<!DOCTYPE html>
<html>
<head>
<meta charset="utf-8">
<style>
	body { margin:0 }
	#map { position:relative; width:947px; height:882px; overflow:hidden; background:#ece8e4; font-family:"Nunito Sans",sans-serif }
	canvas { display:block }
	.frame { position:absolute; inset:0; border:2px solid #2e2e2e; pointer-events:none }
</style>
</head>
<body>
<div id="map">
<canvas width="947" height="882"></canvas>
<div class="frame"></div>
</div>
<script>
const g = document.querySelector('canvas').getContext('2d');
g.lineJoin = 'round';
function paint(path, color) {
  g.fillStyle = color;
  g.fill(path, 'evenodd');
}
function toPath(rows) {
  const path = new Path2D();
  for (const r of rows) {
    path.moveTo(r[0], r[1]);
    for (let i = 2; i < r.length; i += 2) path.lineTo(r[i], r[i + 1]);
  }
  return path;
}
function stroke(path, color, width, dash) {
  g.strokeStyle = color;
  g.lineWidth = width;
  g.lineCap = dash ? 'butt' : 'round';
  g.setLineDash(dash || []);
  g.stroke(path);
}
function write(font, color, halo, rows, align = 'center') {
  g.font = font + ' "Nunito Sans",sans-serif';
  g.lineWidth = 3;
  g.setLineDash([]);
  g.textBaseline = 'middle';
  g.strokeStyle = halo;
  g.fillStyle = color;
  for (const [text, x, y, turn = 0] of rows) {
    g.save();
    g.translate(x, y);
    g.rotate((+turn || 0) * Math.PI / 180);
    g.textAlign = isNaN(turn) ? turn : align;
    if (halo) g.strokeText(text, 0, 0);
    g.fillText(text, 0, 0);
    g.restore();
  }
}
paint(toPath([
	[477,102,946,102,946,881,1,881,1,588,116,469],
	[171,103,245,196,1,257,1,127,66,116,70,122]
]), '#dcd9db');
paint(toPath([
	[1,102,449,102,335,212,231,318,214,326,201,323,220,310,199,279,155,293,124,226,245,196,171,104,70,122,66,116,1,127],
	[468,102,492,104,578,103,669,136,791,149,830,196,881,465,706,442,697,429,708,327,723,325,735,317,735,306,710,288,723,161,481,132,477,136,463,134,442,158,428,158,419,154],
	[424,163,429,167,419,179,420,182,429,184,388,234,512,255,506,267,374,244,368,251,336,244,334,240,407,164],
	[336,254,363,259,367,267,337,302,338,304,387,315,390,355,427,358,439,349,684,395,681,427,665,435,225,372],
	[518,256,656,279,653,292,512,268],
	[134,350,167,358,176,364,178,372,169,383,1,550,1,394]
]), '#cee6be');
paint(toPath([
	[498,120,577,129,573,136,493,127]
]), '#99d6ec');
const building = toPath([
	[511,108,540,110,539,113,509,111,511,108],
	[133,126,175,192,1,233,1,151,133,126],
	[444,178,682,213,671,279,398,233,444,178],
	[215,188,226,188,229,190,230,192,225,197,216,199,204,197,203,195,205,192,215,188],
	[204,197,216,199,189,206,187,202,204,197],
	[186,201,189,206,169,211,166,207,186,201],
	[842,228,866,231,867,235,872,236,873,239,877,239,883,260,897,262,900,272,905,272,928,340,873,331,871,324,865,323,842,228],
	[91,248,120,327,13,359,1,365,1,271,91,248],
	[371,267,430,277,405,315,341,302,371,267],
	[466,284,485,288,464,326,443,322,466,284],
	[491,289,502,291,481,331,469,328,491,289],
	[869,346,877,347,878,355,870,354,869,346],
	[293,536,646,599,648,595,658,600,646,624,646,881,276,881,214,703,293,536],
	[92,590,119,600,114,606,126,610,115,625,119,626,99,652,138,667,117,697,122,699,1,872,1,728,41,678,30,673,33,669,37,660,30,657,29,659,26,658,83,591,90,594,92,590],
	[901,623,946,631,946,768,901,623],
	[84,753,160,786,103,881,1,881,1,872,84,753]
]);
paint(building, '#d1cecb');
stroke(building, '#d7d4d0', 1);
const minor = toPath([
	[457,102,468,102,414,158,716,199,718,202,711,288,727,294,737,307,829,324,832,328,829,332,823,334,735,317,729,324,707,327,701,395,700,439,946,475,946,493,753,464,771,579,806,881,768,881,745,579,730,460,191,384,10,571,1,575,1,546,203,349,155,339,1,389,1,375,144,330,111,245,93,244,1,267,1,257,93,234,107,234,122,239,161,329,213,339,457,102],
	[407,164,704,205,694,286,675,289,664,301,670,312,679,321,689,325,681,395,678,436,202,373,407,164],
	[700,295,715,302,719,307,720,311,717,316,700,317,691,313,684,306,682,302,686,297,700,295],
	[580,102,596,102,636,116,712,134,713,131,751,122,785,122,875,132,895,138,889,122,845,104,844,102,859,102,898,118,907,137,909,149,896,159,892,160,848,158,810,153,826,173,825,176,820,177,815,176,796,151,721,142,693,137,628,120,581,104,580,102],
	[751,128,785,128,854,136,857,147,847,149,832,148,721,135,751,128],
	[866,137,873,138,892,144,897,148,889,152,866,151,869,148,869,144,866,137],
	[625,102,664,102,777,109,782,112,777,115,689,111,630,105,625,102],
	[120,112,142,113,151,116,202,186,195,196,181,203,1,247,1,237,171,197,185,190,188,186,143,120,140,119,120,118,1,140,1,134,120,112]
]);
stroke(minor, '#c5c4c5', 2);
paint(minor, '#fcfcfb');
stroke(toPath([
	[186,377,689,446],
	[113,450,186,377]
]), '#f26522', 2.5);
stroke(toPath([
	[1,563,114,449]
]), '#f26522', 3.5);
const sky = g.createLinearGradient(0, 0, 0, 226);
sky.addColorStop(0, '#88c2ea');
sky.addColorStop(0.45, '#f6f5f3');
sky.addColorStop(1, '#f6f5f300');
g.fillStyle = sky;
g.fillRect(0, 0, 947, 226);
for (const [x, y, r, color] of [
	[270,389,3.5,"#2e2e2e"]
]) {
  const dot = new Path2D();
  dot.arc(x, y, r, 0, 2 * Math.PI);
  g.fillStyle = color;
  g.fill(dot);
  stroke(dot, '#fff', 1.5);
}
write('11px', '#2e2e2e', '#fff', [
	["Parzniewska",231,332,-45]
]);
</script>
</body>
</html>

○ ○ ○ ○ ○

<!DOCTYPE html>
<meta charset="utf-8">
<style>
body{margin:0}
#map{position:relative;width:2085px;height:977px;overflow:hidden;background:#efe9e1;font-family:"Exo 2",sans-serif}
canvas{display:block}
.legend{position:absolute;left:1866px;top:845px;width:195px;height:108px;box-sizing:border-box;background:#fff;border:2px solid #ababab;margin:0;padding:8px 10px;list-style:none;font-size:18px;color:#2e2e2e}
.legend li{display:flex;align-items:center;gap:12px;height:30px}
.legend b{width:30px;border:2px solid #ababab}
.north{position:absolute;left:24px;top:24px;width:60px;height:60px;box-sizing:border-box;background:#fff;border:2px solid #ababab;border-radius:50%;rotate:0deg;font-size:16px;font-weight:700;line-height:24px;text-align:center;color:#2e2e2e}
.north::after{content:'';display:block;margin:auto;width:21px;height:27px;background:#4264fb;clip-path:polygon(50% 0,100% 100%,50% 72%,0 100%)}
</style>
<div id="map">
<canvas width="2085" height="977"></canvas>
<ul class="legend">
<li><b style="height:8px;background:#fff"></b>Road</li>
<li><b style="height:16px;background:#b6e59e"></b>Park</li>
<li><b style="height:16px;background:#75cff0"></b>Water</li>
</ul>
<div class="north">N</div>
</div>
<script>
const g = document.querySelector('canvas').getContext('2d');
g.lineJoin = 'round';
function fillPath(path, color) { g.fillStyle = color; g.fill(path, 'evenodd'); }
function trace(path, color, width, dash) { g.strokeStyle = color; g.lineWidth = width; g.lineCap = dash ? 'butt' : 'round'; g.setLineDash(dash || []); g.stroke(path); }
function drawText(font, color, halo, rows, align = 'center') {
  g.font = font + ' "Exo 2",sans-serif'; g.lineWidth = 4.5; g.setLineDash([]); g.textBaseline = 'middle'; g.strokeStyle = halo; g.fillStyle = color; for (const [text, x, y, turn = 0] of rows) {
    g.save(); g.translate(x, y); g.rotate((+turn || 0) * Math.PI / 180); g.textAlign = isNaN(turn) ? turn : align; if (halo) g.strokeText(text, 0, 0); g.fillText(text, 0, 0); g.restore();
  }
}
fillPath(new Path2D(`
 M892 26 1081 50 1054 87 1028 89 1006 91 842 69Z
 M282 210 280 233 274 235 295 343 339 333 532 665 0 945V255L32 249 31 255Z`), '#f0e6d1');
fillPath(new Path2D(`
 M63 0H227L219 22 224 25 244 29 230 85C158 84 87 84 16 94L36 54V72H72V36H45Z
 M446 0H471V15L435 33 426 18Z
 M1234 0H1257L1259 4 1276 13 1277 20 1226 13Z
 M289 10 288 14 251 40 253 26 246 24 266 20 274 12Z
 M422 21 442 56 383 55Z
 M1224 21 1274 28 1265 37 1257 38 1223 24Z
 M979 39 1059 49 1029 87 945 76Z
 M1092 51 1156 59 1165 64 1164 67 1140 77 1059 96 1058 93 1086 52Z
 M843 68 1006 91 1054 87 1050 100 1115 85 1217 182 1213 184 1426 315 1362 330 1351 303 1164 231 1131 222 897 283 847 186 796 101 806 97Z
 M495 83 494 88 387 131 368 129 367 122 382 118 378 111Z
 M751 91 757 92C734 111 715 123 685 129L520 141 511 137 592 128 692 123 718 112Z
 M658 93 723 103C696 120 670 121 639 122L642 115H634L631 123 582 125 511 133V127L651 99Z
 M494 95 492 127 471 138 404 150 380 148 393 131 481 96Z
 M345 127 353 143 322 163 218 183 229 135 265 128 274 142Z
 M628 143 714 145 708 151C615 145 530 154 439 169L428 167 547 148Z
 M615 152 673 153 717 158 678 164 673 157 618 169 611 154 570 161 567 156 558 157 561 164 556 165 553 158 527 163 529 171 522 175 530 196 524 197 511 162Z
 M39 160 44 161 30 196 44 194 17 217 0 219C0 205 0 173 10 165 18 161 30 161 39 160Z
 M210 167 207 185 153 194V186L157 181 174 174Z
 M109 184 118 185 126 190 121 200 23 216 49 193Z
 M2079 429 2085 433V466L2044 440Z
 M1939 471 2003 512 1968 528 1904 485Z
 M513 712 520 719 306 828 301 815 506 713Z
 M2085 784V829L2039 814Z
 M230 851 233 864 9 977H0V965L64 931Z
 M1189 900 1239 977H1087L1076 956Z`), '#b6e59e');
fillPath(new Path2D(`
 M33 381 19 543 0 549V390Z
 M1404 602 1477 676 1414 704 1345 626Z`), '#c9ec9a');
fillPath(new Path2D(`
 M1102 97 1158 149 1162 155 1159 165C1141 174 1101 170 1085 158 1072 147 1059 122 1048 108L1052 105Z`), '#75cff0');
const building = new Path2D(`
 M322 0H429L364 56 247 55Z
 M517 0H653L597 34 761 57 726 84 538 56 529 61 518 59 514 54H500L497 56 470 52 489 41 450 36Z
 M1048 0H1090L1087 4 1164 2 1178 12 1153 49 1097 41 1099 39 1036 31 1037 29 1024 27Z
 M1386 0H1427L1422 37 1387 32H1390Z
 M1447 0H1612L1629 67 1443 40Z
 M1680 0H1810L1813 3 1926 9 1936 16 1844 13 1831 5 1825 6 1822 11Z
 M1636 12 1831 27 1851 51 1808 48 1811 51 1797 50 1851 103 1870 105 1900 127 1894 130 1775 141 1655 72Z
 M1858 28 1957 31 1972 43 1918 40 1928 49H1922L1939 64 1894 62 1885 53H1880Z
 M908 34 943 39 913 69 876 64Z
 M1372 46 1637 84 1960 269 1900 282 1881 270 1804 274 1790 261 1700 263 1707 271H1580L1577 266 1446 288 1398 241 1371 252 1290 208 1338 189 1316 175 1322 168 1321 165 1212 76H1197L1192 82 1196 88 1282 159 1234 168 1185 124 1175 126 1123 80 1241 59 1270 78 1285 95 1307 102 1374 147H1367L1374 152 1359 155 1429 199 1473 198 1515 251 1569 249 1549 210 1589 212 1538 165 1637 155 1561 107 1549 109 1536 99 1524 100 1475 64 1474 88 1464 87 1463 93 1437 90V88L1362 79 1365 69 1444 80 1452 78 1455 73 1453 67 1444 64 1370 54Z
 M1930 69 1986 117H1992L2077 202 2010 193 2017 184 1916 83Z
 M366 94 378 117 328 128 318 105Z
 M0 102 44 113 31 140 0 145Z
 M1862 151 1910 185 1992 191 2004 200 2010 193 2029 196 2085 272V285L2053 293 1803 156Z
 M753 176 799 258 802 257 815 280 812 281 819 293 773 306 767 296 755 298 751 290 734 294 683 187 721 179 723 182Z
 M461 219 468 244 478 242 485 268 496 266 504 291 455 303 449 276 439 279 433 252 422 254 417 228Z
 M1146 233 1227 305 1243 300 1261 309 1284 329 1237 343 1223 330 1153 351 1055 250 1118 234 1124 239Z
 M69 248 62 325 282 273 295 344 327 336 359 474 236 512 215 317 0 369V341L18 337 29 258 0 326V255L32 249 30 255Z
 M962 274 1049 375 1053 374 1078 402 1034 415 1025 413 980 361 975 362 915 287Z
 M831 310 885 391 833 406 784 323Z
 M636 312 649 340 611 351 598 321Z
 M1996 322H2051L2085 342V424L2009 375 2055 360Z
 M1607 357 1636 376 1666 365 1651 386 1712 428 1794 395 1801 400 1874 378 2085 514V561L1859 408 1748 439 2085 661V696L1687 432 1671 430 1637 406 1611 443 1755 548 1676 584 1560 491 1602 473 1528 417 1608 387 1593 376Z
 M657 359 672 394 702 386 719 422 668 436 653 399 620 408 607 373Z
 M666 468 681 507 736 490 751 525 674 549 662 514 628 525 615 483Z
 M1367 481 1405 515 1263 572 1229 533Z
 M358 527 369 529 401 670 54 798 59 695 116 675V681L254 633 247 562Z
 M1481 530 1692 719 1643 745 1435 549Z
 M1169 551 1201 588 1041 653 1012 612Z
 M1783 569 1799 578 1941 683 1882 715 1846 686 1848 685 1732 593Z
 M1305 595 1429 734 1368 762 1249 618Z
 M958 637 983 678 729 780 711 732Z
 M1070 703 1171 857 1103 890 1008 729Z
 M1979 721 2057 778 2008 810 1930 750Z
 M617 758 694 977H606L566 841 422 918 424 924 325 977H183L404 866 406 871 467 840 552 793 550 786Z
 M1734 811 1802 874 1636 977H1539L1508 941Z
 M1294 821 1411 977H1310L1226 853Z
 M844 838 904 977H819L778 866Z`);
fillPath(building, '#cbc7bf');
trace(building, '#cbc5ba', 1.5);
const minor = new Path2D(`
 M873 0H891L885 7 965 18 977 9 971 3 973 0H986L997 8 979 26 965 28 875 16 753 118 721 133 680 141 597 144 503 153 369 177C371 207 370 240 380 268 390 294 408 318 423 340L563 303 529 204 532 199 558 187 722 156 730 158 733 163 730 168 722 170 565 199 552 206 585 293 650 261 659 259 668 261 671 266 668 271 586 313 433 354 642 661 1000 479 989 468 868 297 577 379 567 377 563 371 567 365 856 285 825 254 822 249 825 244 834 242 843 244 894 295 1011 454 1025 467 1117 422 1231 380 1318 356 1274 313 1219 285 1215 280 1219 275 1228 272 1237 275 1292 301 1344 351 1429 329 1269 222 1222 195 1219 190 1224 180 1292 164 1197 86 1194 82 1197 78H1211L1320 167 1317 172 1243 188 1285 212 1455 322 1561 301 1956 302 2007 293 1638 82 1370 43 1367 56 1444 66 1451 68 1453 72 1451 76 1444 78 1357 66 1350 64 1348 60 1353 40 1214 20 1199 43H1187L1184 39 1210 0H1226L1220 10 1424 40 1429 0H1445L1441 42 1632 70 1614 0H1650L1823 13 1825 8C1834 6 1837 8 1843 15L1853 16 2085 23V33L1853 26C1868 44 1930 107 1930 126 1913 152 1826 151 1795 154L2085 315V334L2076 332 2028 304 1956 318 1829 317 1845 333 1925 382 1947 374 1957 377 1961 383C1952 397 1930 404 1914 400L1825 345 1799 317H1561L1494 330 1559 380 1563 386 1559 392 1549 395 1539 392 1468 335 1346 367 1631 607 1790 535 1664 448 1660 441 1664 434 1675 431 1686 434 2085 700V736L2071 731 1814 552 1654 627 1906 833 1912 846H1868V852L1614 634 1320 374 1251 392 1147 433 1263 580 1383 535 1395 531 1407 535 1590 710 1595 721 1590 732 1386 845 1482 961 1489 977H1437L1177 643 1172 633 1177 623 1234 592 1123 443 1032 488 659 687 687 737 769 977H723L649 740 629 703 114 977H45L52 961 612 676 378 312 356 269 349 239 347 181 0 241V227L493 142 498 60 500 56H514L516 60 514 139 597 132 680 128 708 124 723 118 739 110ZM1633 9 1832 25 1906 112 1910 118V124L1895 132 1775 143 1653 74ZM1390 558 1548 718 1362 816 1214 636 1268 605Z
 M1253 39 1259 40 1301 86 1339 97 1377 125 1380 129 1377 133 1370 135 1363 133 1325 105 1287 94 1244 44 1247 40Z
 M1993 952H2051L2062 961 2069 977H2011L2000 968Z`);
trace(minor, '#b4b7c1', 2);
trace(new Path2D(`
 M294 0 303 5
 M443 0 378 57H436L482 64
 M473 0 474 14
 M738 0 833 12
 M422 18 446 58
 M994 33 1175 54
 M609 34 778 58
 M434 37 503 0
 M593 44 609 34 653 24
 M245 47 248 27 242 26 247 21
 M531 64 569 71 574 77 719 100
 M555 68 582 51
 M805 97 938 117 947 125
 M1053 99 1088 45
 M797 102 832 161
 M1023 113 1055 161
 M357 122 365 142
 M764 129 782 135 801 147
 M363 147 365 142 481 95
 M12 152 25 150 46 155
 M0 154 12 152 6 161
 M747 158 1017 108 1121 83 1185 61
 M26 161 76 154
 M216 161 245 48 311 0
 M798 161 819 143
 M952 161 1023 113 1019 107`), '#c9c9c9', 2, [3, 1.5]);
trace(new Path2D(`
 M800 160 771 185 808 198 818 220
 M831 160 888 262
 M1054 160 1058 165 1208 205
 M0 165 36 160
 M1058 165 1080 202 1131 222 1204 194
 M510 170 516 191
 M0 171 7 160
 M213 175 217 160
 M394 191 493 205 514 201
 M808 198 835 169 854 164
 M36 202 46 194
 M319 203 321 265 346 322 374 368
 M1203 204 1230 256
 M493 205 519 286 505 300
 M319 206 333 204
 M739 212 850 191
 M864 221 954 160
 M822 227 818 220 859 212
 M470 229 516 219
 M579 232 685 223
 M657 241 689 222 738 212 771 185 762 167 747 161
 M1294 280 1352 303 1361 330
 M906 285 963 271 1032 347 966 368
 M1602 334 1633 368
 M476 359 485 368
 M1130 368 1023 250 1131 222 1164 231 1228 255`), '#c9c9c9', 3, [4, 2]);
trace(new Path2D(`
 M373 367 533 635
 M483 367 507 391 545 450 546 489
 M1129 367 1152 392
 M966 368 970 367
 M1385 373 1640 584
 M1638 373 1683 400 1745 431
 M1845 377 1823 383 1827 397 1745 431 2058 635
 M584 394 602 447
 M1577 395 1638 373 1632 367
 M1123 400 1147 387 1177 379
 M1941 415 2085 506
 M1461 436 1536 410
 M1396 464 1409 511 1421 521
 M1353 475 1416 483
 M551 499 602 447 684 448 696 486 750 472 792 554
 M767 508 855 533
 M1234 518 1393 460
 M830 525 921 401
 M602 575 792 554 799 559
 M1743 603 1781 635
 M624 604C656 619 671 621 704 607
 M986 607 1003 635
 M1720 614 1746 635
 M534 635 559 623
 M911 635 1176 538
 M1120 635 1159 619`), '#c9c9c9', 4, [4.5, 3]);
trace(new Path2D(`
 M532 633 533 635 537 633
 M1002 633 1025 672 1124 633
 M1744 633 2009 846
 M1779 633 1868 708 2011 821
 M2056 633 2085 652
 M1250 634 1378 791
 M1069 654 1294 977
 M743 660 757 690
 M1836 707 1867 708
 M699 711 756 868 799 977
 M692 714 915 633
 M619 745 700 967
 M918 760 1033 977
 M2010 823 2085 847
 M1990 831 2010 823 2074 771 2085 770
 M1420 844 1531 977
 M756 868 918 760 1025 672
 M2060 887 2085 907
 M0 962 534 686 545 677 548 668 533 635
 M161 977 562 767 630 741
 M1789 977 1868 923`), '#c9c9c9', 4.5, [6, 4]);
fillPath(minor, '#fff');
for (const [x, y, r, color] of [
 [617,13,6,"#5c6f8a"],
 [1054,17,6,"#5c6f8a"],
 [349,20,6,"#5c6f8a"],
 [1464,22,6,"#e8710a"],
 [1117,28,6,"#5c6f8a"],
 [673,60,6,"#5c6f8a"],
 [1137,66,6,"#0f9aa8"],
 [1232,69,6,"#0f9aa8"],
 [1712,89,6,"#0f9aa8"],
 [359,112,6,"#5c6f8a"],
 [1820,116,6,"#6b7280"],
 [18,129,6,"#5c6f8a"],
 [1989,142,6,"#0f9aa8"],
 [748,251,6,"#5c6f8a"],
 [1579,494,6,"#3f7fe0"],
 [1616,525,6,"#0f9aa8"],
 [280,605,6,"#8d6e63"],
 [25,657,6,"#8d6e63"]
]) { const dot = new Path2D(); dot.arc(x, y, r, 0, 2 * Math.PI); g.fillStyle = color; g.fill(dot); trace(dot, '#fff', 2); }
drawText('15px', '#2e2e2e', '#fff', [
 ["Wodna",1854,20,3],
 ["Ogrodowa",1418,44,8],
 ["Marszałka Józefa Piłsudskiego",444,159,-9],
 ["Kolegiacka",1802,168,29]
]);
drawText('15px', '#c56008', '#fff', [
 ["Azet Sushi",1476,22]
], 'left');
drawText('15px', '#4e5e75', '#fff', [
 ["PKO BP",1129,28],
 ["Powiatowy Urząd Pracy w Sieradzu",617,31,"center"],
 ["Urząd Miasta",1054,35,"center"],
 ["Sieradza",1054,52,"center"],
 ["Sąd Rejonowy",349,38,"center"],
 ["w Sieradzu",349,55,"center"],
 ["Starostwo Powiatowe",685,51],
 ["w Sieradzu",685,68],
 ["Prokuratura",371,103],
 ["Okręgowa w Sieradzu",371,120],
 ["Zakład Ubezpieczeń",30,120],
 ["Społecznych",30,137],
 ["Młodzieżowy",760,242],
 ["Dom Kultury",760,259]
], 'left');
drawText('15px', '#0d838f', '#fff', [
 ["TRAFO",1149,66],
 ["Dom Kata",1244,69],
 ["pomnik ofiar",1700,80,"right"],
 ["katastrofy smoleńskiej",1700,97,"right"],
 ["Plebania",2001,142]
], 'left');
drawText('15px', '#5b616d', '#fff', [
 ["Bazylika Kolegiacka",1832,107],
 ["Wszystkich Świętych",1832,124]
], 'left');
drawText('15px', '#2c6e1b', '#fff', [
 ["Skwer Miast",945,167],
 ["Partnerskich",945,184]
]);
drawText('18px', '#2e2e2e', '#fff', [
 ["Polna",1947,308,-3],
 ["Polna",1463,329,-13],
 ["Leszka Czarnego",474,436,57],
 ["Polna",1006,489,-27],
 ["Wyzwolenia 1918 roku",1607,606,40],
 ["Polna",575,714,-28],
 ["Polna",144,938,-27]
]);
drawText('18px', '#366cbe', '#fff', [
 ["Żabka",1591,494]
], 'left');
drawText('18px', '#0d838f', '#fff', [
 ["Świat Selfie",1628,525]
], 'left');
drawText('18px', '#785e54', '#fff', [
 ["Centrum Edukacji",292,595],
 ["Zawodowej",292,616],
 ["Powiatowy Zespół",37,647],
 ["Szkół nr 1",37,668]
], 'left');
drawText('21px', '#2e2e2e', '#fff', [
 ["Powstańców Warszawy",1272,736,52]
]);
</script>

○ ○ ○ ○ ○

» **What you should do**
Here the job is to set down exactly the lines of the material above that fall between the one with "M797 102 832 161" and the one with "M1129 367 1152 392", inclusive, and nothing beyond them.

» **Output of the exercise**
 M797 102 832 161
 M1023 113 1055 161
 M357 122 365 142
 M764 129 782 135 801 147
 M363 147 365 142 481 95
 M12 152 25 150 46 155
 M0 154 12 152 6 161
 M747 158 1017 108 1121 83 1185 61
 M26 161 76 154
 M216 161 245 48 311 0
 M798 161 819 143
 M952 161 1023 113 1019 107`), '#c9c9c9', 2, [3, 1.5]);
trace(new Path2D(`
 M800 160 771 185 808 198 818 220
 M831 160 888 262
 M1054 160 1058 165 1208 205
 M0 165 36 160
 M1058 165 1080 202 1131 222 1204 194
 M510 170 516 191
 M0 171 7 160
 M213 175 217 160
 M394 191 493 205 514 201
 M808 198 835 169 854 164
 M36 202 46 194
 M319 203 321 265 346 322 374 368
 M1203 204 1230 256
 M493 205 519 286 505 300
 M319 206 333 204
 M739 212 850 191
 M864 221 954 160
 M822 227 818 220 859 212
 M470 229 516 219
 M579 232 685 223
 M657 241 689 222 738 212 771 185 762 167 747 161
 M1294 280 1352 303 1361 330
 M906 285 963 271 1032 347 966 368
 M1602 334 1633 368
 M476 359 485 368
 M1130 368 1023 250 1131 222 1164 231 1228 255`), '#c9c9c9', 3, [4, 2]);
trace(new Path2D(`
 M373 367 533 635
 M483 367 507 391 545 450 546 489
 M1129 367 1152 392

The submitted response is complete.